Е. Д.: Очень хороший вопрос – меня ужасно возмущает, когда такое вижу. Мало того что не стесняются покупать, да еще и публикуют в индустриальных СМИ. Недавний пример: американская компания купила новый российский sci-fi-фильм на территорию США и без всякого стыда публиковала эту новость в The Hollywood Reporter. Этот же фильм, кстати, купила немецкая компания.
– В случае со Штатами страннно, а немцы же и в других культурных сферах, к сожалению, никак не распрощаются с россией.

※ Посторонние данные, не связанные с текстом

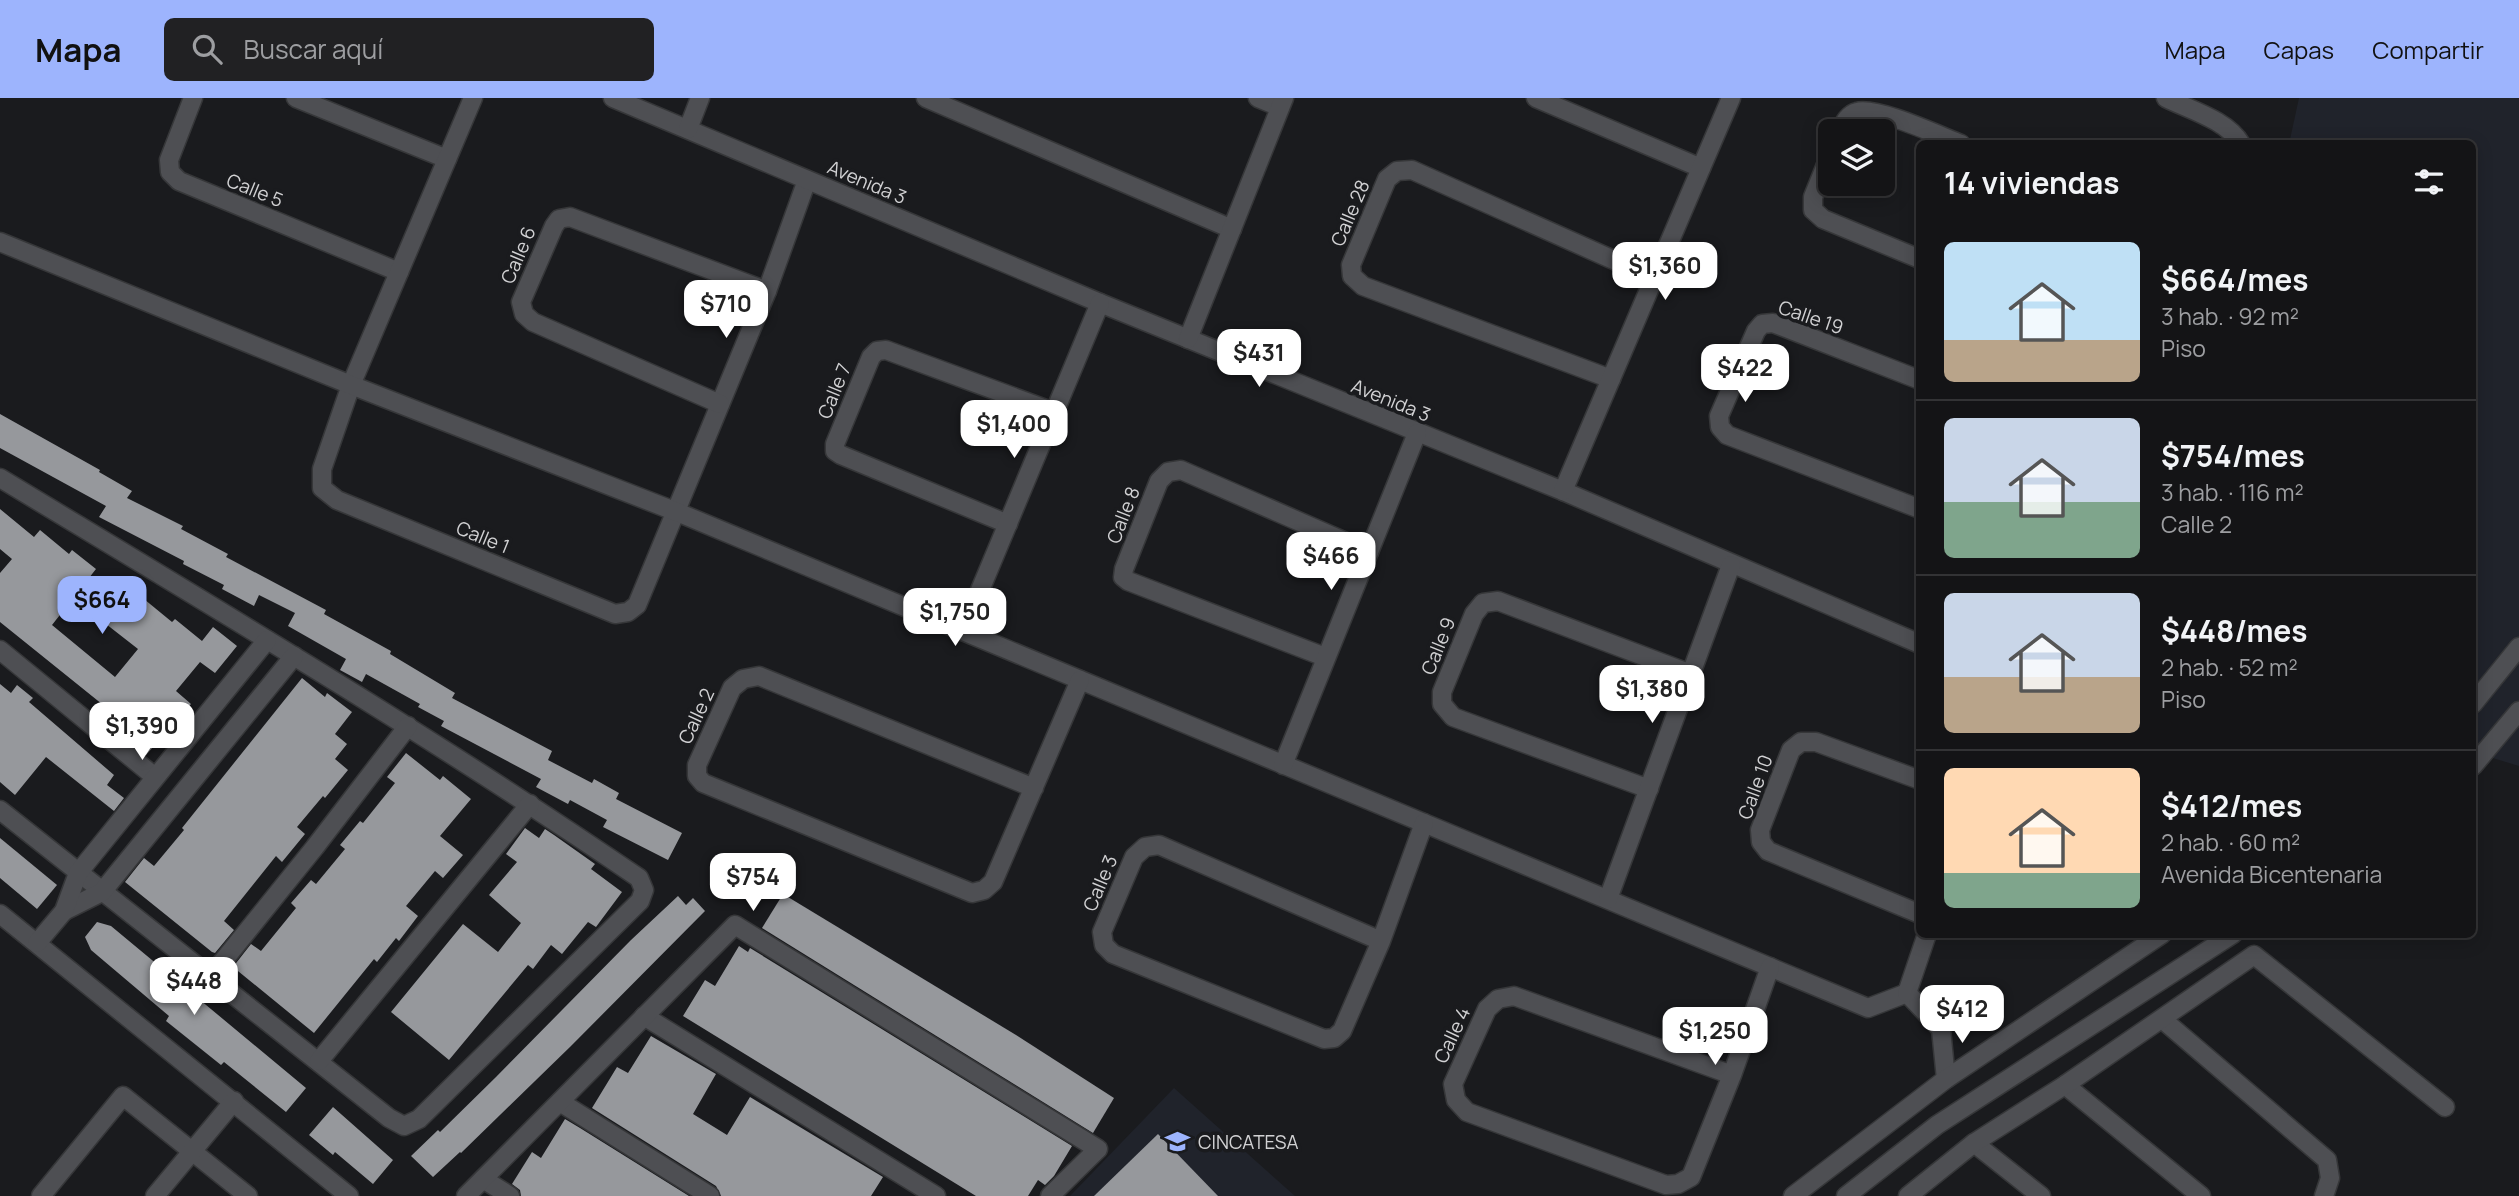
<!DOCTYPE html>
<html lang="es">
<head>
<meta charset="utf-8">
<style>
	body { margin:0; font-family:Manrope,sans-serif; background:#212123; color:#f1f3f6; height:100vh; display:flex; flex-direction:column; font-size:26px; white-space:nowrap }
	* { box-sizing:border-box; margin:0 }
	p { font-size:23px; color:#9d9ea1 }
	.icon { flex:none; width:38px; height:38px; fill:none; stroke:currentColor; stroke-width:2; stroke-linecap:round; stroke-linejoin:round }
	.map { position:relative; flex:1; overflow:hidden }
	.drawer { position:absolute; left:1916px; top:42px; width:560px; height:798px; display:flex; flex-direction:column; background:#141416; border-radius:10px; box-shadow:0 4px 18px #0003,0 0 0 2px #333335 }
	.drawer>* { flex:none }
	.fabs { position:absolute; left:1818px; top:21px; display:grid; gap:14px }
	.fabs a { display:grid; place-items:center; width:77px; height:77px; border-radius:10px; background:#141416; box-shadow:0 4px 18px #0003,0 0 0 2px #333335; font-size:35px }
	.price { position:absolute; translate:-50% -60px; padding:0 16px; border-radius:14px; background:#fff; color:#222; font-size:23px; line-height:46px; filter:drop-shadow(0 2px 4px #0008) }
	.price::after { content:''; position:absolute; left:50%; top:42px; width:21px; height:16px; margin-left:-10px; background:inherit; clip-path:polygon(0 0,100% 0,50% 100%) }
	.price.selected { background:#9db4fd; color:#111 }
	ul { padding:0; list-style:none }
	li { display:flex; align-items:center; gap:21px; height:175px; padding:0 28px }
	li+li { border-top:2px solid #333335 }
	li span { display:grid; place-items:center; flex:none; width:196px; height:140px; border-radius:10px; color:#555 }
	li>.icon { margin-inline-start:auto }
	span .icon { width:84px; height:84px; fill:#fffc; stroke-width:1 }
	li b { font-size:30px }
	h2 { display:flex; justify-content:space-between; align-items:center; height:84px; padding:0 28px; font-size:30px }
	header { display:flex; align-items:center; gap:42px; box-sizing:border-box; height:98px; padding:0 35px; background:#9db4fd; color:#111 }
	header strong { font-size:33px }
	nav { display:flex; gap:38px; margin-inline-start:auto; font-size:24px }
	.search { width:490px; height:63px; background:#212123; display:flex; align-items:center; gap:18px; box-sizing:border-box; padding:0 24px; border-radius:10px; color:#9d9ea1; font-size:26px }
	.map>svg:first-child { display:block }
</style>
</head>
<body>
<header>
<strong>Mapa</strong>
<div class="search"><svg class="icon" aria-label="search" viewBox="0 0 24 24"><circle cx="10" cy="10" r="6"/><path d="M15 15l6 6"/></svg>Buscar aquí</div>
<nav><a>Mapa</a><a>Capas</a><a>Compartir</a></nav>
</header>
<div class="map">
<svg width="2519" height="1098" viewBox="0 0 2519 1098">
	<rect width="100%" height="100%" fill="#1a1b1e"/>
	<g fill="#20232b">
		<path d="M2299,0H2519V668L2473,654V46H2289Z"/>
		<path d="M1174,990L1295,1098H1070Z"/>
	</g>
	<g fill="#96989c">
		<path d="M0,316L100,372L99,374L132,393L127,400L183,428L181,431L228,456L226,459L326,512L324,516L391,553L390,556L455,595L452,600L552,653L548,662L592,685L594,681L619,695L616,701L682,735L668,762L603,729L607,722L570,702L568,706L536,689L541,681L441,628L444,623L418,609L420,606L366,576L362,584L340,572L346,561L288,528L295,515L259,497L254,508L222,491L224,487L183,466L184,463L99,419L106,408L0,350Z"/>
		<path d="M0,411L34,439L40,432L69,456L72,452L96,471L52,527L115,579L138,551L106,526L133,492L172,524L175,521L202,543L213,529L237,548L215,575L200,564L176,593L191,606L146,657L121,635L128,627L0,524V475L12,461L0,451Z"/>
		<path d="M302,580L325,599L327,595L352,614L335,636L347,646L335,661L348,672L325,700L323,698L297,729L305,736L282,764L276,758L224,823L234,832L215,855L212,854L125,784L144,760L154,768L184,732L182,730Z"/>
		<path d="M0,586L11,595L17,587L33,600L29,604L114,677L107,687L124,700L114,713L46,659L15,697L0,684Z"/>
		<path d="M406,655L440,682L443,678L471,701L440,738L463,757L443,780L435,773L406,808L418,818L399,843L396,840L377,864L374,861L314,935L233,869L251,846L261,853L296,810L291,805L311,782L316,786L345,751L340,747L360,723L363,725L395,685L387,679Z"/>
		<path d="M525,730L539,740L545,731L554,737L595,766L591,771L622,794L596,829L588,824L562,856L551,847L533,871L528,867L449,962L391,914L463,826L498,854L521,825L489,797L517,764L506,756Z"/>
		<path d="M0,740L57,787L37,811L0,780Z"/>
		<path d="M783,796L1016,937L1114,1000L1093,1035L762,830Z"/>
		<path d="M678,798L686,807L693,800L705,813L571,948L461,1055L460,1054L433,1079L411,1058L438,1032L440,1034L496,979L631,842Z"/>
		<path d="M97,824L111,828L306,990L286,1014L224,964L221,967L166,923L169,918L91,852L85,839Z"/>
		<path d="M739,848L748,854L750,850L1072,1048L1054,1078L1045,1087L1038,1082L1028,1098H976L683,918L705,882L715,888Z"/>
		<path d="M651,938L716,976L693,1016L727,1037L750,999L883,1079L871,1098H721L716,1088L592,1010L617,969L628,975Z"/>
		<path d="M333,1009L393,1062L373,1086L335,1054L333,1057L309,1037Z"/>
		<path d="M565,1021L580,1030L689,1098H521L520,1092L512,1086L532,1054L541,1060Z"/>
		<path d="M1158,1036L1218,1098H1094Z"/>
	</g>
	<g fill="none" stroke-linecap="round" stroke-linejoin="round">
		<defs>
			<g id="street">
				<path d="M193,0L169,62L170,74L179,83L399,174"/>
				<path d="M296,0L447,61"/>
				<path d="M473,0L351,287L322,371V390L337,402L615,516L628,514L637,507L767,193L807,82"/>
				<path d="M613,0L1100,205L1563,393L1920,546"/>
				<path d="M926,0L1232,131"/>
				<path d="M1258,0L1280,9"/>
				<path d="M1536,0L1701,70"/>
				<path d="M2166,0C2190,12 2227,22 2241,46"/>
				<path d="M688,31L700,0"/>
				<path d="M1840,33C1844,25 1848,16 1857,14C1876,8 1940,38 1961,46"/>
				<path d="M1830,57L1813,99V112L1823,121L1920,161"/>
				<path d="M0,144L351,287L677,414L1868,910L1907,895"/>
				<path d="M1188,241L1284,0"/>
				<path d="M1611,281L1363,188L1352,178L1351,167L1387,81L1397,73L1412,72L1654,180"/>
				<path d="M1920,282L1773,225L1762,226L1756,233L1719,318L1720,329L1727,337L1920,411"/>
				<path d="M720,306L533,224L524,216L521,204L554,128L559,121L570,119L767,193"/>
				<path d="M0,380C215,510 431,638 639,780L644,792L640,803L419,1021L404,1028L389,1020L0,712"/>
				<path d="M1563,393L1731,0"/>
				<path d="M1008,426L841,357L835,353V346L871,259L877,253L886,252L1054,314"/>
				<path d="M963,533L1100,205"/>
				<path d="M0,552L155,679"/>
				<path d="M1325,559L1128,483L1123,479L1124,471L1159,383L1168,374L1181,372L1369,454"/>
				<path d="M2473,606L2519,549"/>
				<path d="M1283,667L1417,335"/>
				<path d="M2473,668L2519,613"/>
				<path d="M1920,682L1816,644H1801L1791,652L1760,732L1761,744L1768,753L1920,816"/>
				<path d="M1034,690L759,578L743,581L732,590L697,667V678L703,685L972,795L984,792L993,784L1080,582"/>
				<path d="M1649,691L1453,619L1442,606V594L1474,516L1483,505L1498,503L1691,576"/>
				<path d="M1608,801L1731,467"/>
				<path d="M64,813L102,794L294,558"/>
				<path d="M0,816L349,1098"/>
				<path d="M1381,843L1159,747L1145,749L1134,759L1102,834L1104,847L1113,856L1324,941L1334,940L1342,933L1381,843L1424,725"/>
				<path d="M37,845L64,813L78,775L267,542"/>
				<path d="M211,878L315,749L408,628"/>
				<path d="M1907,895L1941,931L1946,981"/>
				<path d="M1907,895L1927,836"/>
				<path d="M644,918L936,1098"/>
				<path d="M2162,921L2327,1062L2330,1080L2324,1098"/>
				<path d="M319,963L530,706"/>
				<path d="M1732,977L1514,898L1498,901L1487,911L1453,986L1456,1002L1467,1014L1666,1087L1678,1086L1691,1079L1732,977L1770,869"/>
				<path d="M2065,987L2201,1098"/>
				<path d="M560,1004L710,1098"/>
				<path d="M1974,1045L2041,1098"/>
				<path d="M483,1081L510,1098"/>
				<path d="M41,1098L123,998L248,1098"/>
				<path d="M155,1098L234,1003"/>
				<path d="M466,1098L735,827L1098,1051L1050,1098"/>
				<path d="M1793,1098L1946,981L2162,836"/>
				<path d="M1846,1098L1937,1027L2233,836"/>
				<path d="M1908,1098L1974,1045L2065,987L2254,857L2445,1009"/>
			</g>
		</defs>
		<use href="#street" stroke="#363739" stroke-width="21"/>
		<use href="#street" stroke="#4e4f53" stroke-width="18"/>
	</g>
	<defs>
		<symbol id="school-bare" viewBox="-9 -9 18 18"><path d="M0-5L7-2L0 1L-7-2ZM-4 1L0 2.5L4 1V4Q0 6-4 4Z" fill="#9db4fd" stroke="#1a1b1e" stroke-width="2.5" paint-order="stroke"/></symbol>
	</defs>
	<g fill-rule="evenodd">
		<use href="#school-bare" x="1160" y="1026" width="35" height="35"/>
	</g>
	<g text-anchor="middle" stroke-width="7" stroke-linejoin="round" paint-order="stroke">
		<g font-size="19" fill="#d1d1d3" stroke="#1a1b1e">
			<text transform="translate(867 84) rotate(23)" y="7">Avenida 3</text>
			<text transform="translate(255 92) rotate(22)" y="7">Calle 5</text>
			<text transform="translate(1350 115) rotate(-67)" y="7">Calle 28</text>
			<text transform="translate(518 157) rotate(-67)" y="7">Calle 6</text>
			<text transform="translate(1811 219) rotate(19)" y="7">Calle 19</text>
			<text transform="translate(834 293) rotate(-68)" y="7">Calle 7</text>
			<text transform="translate(1391 302) rotate(22)" y="7">Avenida 3</text>
			<text transform="translate(1123 417) rotate(-69)" y="7">Calle 8</text>
			<text transform="translate(483 439) rotate(22)" y="7">Calle 1</text>
			<text transform="translate(1438 548) rotate(-68)" y="7">Calle 9</text>
			<text transform="translate(696 618) rotate(-65)" y="7">Calle 2</text>
			<text transform="translate(1755 689) rotate(-70)" y="7">Calle 10</text>
			<text transform="translate(1100 785) rotate(-67)" y="7">Calle 3</text>
			<text transform="translate(1452 937) rotate(-65)" y="7">Calle 4</text>
		</g>
		<g font-size="19" fill="#d1d1d3" stroke="#1a1b1e" text-anchor="start">
			<text x="1198" y="1051">CINCATESA</text>
		</g>
	</g>
</svg>
<div class="fabs">
<a><svg class="icon" aria-label="layers" viewBox="0 0 24 24"><path d="M12 4l9 5-9 5-9-5zM3 14l9 5 9-5"/></svg></a>
</div>
<b class="price" style="left:1665px;top:204px">$1,360</b>
<b class="price" style="left:726px;top:242px">$710</b>
<b class="price" style="left:1259px;top:291px">$431</b>
<b class="price" style="left:1745px;top:306px">$422</b>
<b class="price" style="left:1014px;top:362px">$1,400</b>
<b class="price" style="left:1331px;top:494px">$466</b>
<b class="price selected" style="left:102px;top:538px">$664</b>
<b class="price" style="left:955px;top:550px">$1,750</b>
<b class="price" style="left:1652px;top:627px">$1,380</b>
<b class="price" style="left:142px;top:664px">$1,390</b>
<b class="price" style="left:753px;top:815px">$754</b>
<b class="price" style="left:194px;top:919px">$448</b>
<b class="price" style="left:1962px;top:947px">$412</b>
<b class="price" style="left:1715px;top:969px">$1,250</b>
<section class="drawer">
<h2>14 viviendas<svg class="icon" aria-label="filters" viewBox="0 0 24 24"><path d="M4 7h16M4 17h16"/><circle cx="9" cy="7" r="2"/><circle cx="15" cy="17" r="2"/></svg></h2>
<ul>
<li><span style="background:linear-gradient(#bfe0f5 70%,#b9a48a 0)"><svg class="icon" aria-label="home" viewBox="0 0 24 24"><path d="M3 11l9-7 9 7M6 9v11h12V9"/></svg></span><div><b>$664/mes</b><p>3 hab. · 92 m²</p><p>Piso</p></div></li>
<li><span style="background:linear-gradient(#c9d6e8 60%,#7fa58c 0)"><svg class="icon" aria-label="home" viewBox="0 0 24 24"><path d="M3 11l9-7 9 7M6 9v11h12V9"/></svg></span><div><b>$754/mes</b><p>3 hab. · 116 m²</p><p>Calle 2</p></div></li>
<li><span style="background:linear-gradient(#c9d6e8 60%,#b9a48a 0)"><svg class="icon" aria-label="home" viewBox="0 0 24 24"><path d="M3 11l9-7 9 7M6 9v11h12V9"/></svg></span><div><b>$448/mes</b><p>2 hab. · 52 m²</p><p>Piso</p></div></li>
<li><span style="background:linear-gradient(#ffd9b3 75%,#7fa58c 0)"><svg class="icon" aria-label="home" viewBox="0 0 24 24"><path d="M3 11l9-7 9 7M6 9v11h12V9"/></svg></span><div><b>$412/mes</b><p>2 hab. · 60 m²</p><p>Avenida Bicentenaria</p></div></li>
</ul>
</section>
</div>
</body>
</html>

Е. Д.: К сожалению, для некоторых людей события в Украине – это просто внешний фон, влияющий на их бизнес. А нацелены они именно на бизнес, поэтому будут покупать все, что приносит деньги. Это наша война, и мы просим мир разделить это чувство с нами. Большинство разделяет, но есть люди, считающие, что война войной, а они должны делать бизнес.
– Наш разговор будет опубликован в последние дни декабря: что вы хотели бы донести до украинской индустрии накануне нового года?
Е. Д.: Сейчас не время грызть друг другу глотки и выдвигать претензии – мы должны выжить как страна и, конечно, как индустрия.
Т. Ш.: Присоединяюсь. Мы всегда были открыты к сотрудничеству, и за этот год активно участвовали во всех рынках. Будем рады представлять качественный украинский контент и в дальнейшем – мне кажется, что от этого выиграют все.
Е. Д.: В качестве примера хочу напомнить, как Украина была представлена на MIPTV в апреле, через месяц с начала полномасштабной войны. Тогда FILM.UA, имея заренее проплаченный стенд, предложила телевизионной индустрии объединиться и вместе представлять страну – не каждую компанию отдельно, а выступить единым фронтом. Внедрив такой формат работы, мы и на MIPTV вместе были, и на NATPE в Будапеште, и на MIPCOM. Очень приятно, что индустриальные игроки приняли это предложение и мы пошли вместе.
Сейчас мы все как индустрия плывем в одной лодке, и лодка глубоко заполнена водой, которую нужно вычерпывать. Поэтому надо понемногу избавляться от желания тянуть одеяло на себя и работать вместе, использовать добавленную стоимость каждого из нас для общего блага.